Headroom in front and rear is about on par, and the Accord's trunk space of 15.8 cubic feet is up from last year's 14.7 cubic feet but less than the 16.4 in the Sonata.
The new, front-wheel drive Accord is quieter than the old model, and in the Touring model, rode smoothly and handled curvy mountain roads with poise. Steering is a bit on the light side.
Honda devotees will appreciate the low cowl which, with slimmer-than-some-competitors' metal pillars at the sides of the windshield, gives an airier feel to the front seats.
The middle of the dashboard in the Touring model commanded attention because it had not one, but two, large display screens. The top one handled navigation items.
The lower one displayed views from the rearview camera and, more strikingly, a new LaneWatch blind spot system that's standard on EX and higher Accords.
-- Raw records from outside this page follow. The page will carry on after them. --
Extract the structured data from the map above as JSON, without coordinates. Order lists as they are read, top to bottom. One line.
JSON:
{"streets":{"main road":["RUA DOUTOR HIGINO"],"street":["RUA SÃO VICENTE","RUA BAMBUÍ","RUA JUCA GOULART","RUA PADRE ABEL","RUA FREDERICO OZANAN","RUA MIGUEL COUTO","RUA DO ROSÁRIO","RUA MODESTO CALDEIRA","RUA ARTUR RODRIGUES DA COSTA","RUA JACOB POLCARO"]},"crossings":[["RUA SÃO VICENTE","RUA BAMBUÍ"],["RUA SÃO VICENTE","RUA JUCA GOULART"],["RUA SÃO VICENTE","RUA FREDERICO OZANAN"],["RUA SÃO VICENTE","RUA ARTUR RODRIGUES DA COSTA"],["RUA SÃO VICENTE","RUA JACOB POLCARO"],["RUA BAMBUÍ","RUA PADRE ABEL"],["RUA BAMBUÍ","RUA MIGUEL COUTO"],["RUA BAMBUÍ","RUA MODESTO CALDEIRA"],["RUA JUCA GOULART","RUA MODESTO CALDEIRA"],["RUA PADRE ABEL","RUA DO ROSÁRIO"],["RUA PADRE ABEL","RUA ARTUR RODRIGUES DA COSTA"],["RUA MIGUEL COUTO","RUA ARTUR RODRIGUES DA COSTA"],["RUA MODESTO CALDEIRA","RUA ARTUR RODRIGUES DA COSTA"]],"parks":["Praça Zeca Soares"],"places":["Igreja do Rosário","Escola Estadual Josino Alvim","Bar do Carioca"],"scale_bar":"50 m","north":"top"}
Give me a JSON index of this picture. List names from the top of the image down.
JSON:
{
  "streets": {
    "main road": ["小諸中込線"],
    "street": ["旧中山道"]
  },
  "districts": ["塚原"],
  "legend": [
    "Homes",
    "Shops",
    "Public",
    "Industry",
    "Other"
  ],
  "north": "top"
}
The first few times it activated, which was during right-hand turns, the driver was mesmerized by the clear portrayal of the curbs and sidewalk crossings displayed as the car passed by. It's not a view normally seen by a driver. Note this LaneWatch camera works only for the passenger side of the car.
Meantime, the rearview camera on the test car had a snafu once, turning on as the car traveled forward down an avenue. The camera stayed on for nearly a mile.
After the car was turned off and restarted, the rear view was only seen when it was supposed to â¿¿ when the car is in "reverse."
Seats were soft-to-firm, and fit and finish inside and out was excellent on the test car.
Standard safety equipment includes six air bags, front-seat active head restraints to reduce whiplash, electronic stability control and traction control.